_SOURCE INFORMATION_:
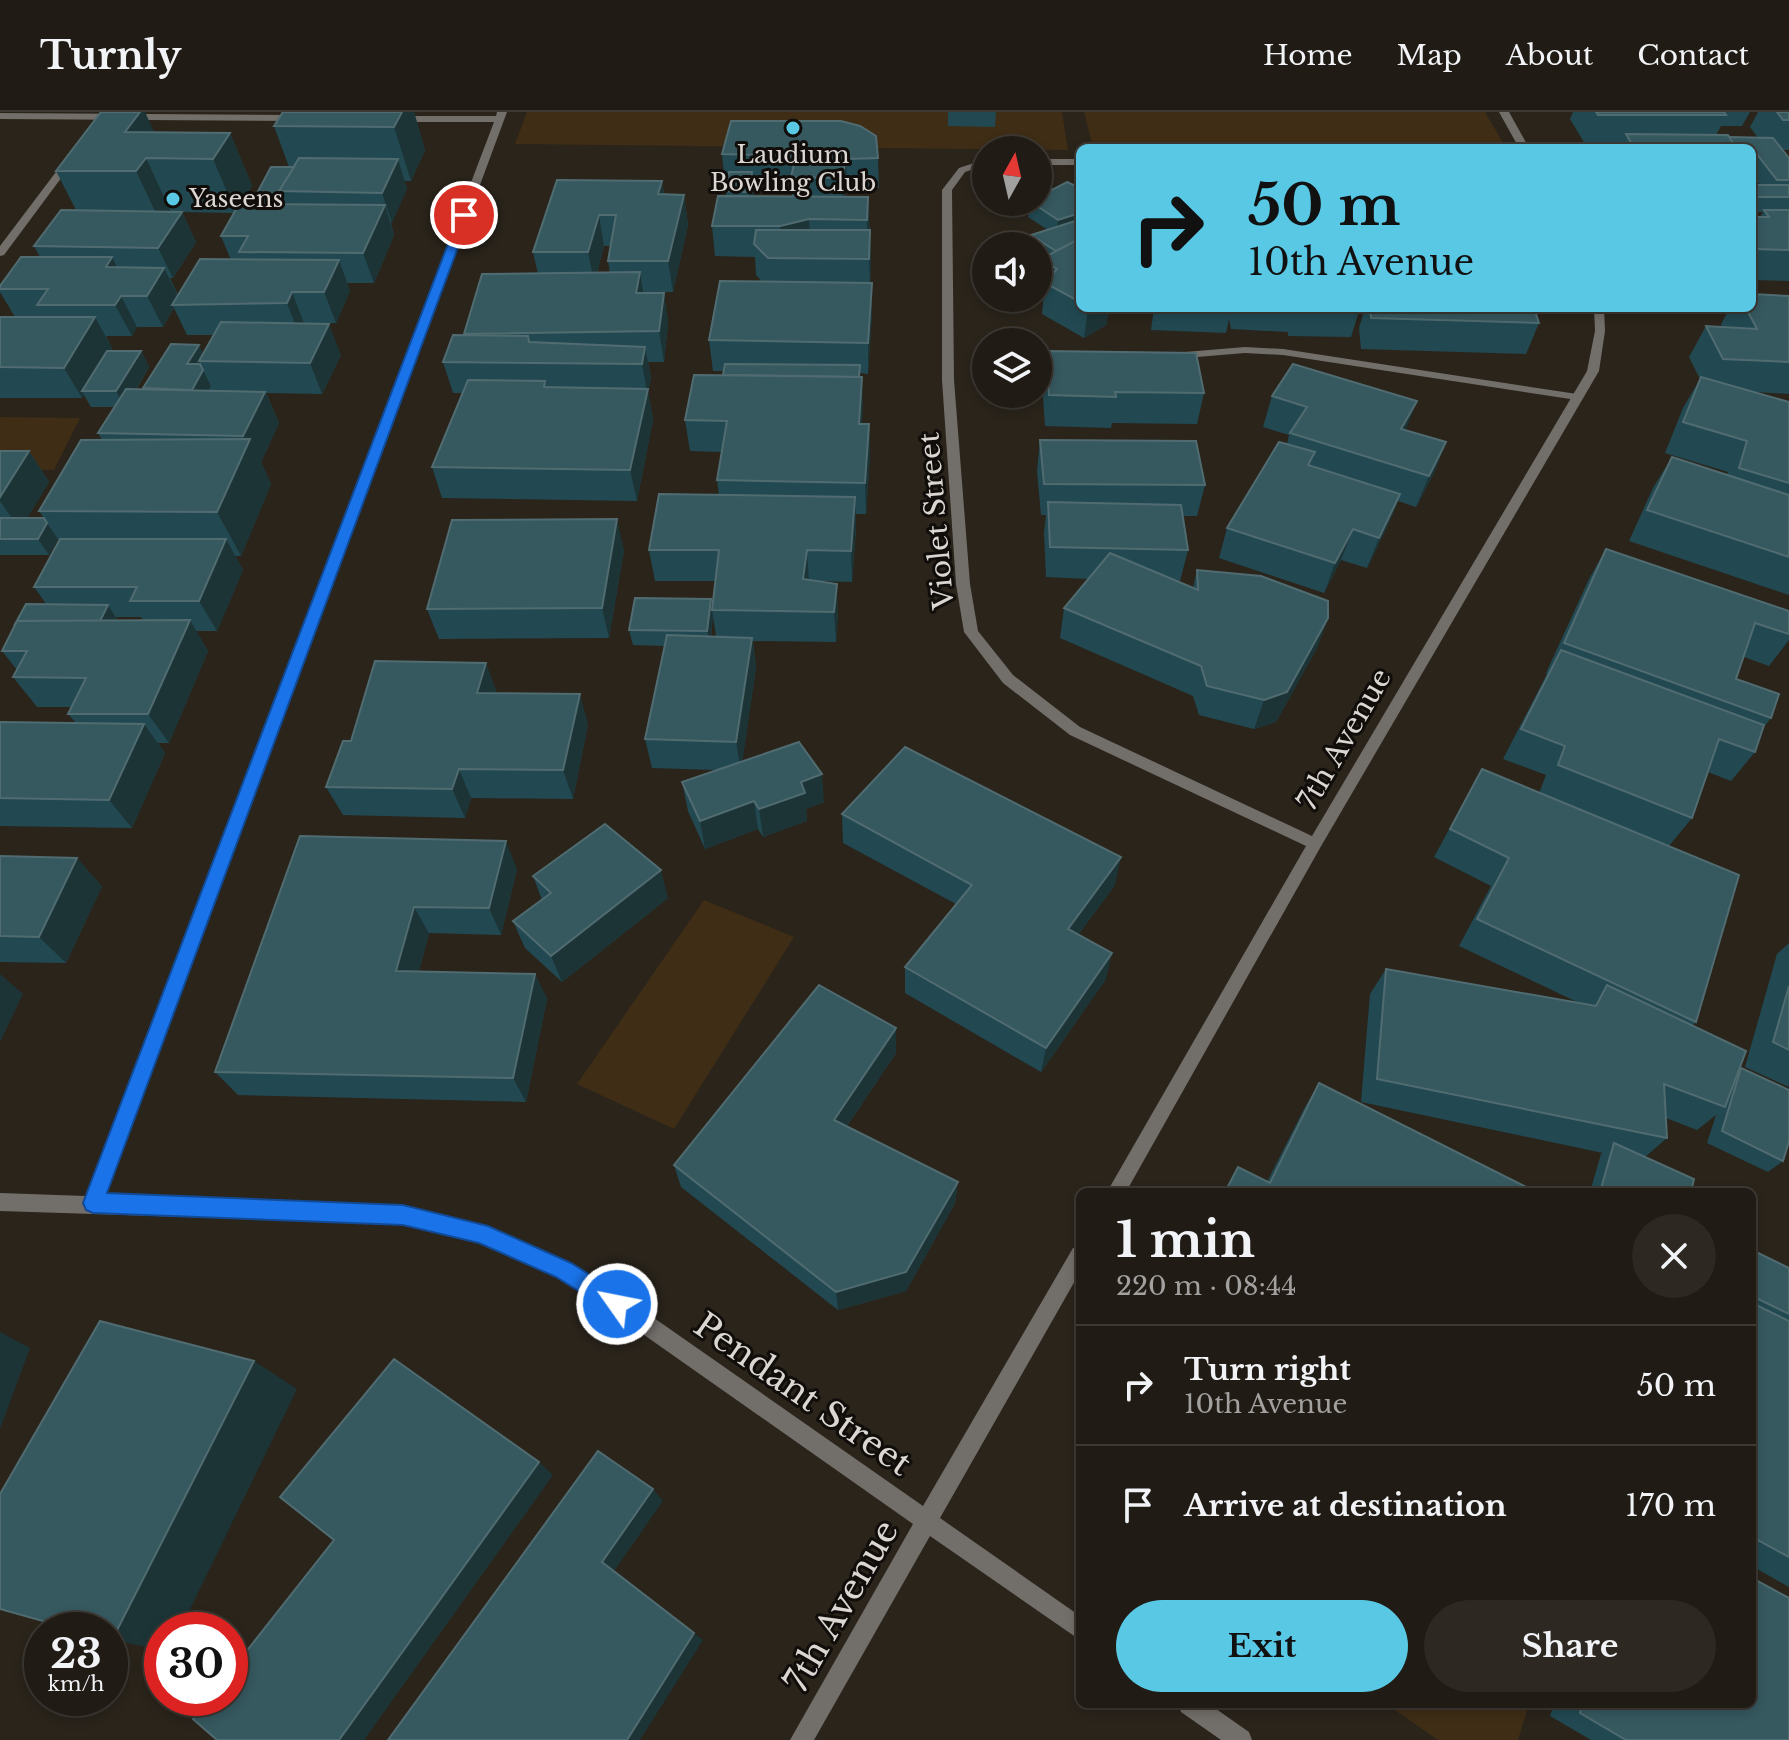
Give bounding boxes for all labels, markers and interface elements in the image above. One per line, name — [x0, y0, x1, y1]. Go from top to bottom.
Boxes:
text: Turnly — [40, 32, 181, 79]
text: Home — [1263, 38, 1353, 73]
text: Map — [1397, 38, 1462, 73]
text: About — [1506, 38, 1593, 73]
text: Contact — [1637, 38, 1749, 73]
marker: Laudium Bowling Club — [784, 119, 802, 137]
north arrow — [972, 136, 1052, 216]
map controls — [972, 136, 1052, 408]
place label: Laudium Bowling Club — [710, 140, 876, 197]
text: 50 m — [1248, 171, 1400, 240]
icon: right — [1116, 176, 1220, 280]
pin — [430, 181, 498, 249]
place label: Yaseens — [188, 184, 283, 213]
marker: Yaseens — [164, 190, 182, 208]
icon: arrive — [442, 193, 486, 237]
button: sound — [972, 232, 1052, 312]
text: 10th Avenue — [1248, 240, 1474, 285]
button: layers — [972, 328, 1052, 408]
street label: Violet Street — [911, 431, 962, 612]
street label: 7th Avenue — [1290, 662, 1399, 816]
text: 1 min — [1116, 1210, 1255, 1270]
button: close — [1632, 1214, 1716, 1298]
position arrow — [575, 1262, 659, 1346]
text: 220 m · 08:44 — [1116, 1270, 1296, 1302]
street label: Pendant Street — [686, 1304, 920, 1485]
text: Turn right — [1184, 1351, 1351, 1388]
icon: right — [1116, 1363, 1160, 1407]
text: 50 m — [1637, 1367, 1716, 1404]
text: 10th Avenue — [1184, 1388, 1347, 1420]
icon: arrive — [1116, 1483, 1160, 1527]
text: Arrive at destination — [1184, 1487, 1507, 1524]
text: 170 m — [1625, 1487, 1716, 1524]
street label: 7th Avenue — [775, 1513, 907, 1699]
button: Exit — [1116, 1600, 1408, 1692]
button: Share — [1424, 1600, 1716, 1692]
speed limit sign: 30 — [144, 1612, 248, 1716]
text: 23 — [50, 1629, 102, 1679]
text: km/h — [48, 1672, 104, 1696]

_TASK OBJECTIVE_: Would you restate all of the data above word for word, omitting the pictures?

_TASK RESULT_:
Give bounding boxes for all labels, markers and interface elements in the image above. One per line, name — [x0, y0, x1, y1]. Go from top to bottom.
Boxes:
text: Turnly — [40, 32, 181, 79]
text: Home — [1263, 38, 1353, 73]
text: Map — [1397, 38, 1462, 73]
text: About — [1506, 38, 1593, 73]
text: Contact — [1637, 38, 1749, 73]
marker: Laudium Bowling Club — [784, 119, 802, 137]
north arrow — [972, 136, 1052, 216]
map controls — [972, 136, 1052, 408]
place label: Laudium Bowling Club — [710, 140, 876, 197]
text: 50 m — [1248, 171, 1400, 240]
icon: right — [1116, 176, 1220, 280]
pin — [430, 181, 498, 249]
place label: Yaseens — [188, 184, 283, 213]
marker: Yaseens — [164, 190, 182, 208]
icon: arrive — [442, 193, 486, 237]
button: sound — [972, 232, 1052, 312]
text: 10th Avenue — [1248, 240, 1474, 285]
button: layers — [972, 328, 1052, 408]
street label: Violet Street — [911, 431, 962, 612]
street label: 7th Avenue — [1290, 662, 1399, 816]
text: 1 min — [1116, 1210, 1255, 1270]
button: close — [1632, 1214, 1716, 1298]
position arrow — [575, 1262, 659, 1346]
text: 220 m · 08:44 — [1116, 1270, 1296, 1302]
street label: Pendant Street — [686, 1304, 920, 1485]
text: Turn right — [1184, 1351, 1351, 1388]
icon: right — [1116, 1363, 1160, 1407]
text: 50 m — [1637, 1367, 1716, 1404]
text: 10th Avenue — [1184, 1388, 1347, 1420]
icon: arrive — [1116, 1483, 1160, 1527]
text: Arrive at destination — [1184, 1487, 1507, 1524]
text: 170 m — [1625, 1487, 1716, 1524]
street label: 7th Avenue — [775, 1513, 907, 1699]
button: Exit — [1116, 1600, 1408, 1692]
button: Share — [1424, 1600, 1716, 1692]
speed limit sign: 30 — [144, 1612, 248, 1716]
text: 23 — [50, 1629, 102, 1679]
text: km/h — [48, 1672, 104, 1696]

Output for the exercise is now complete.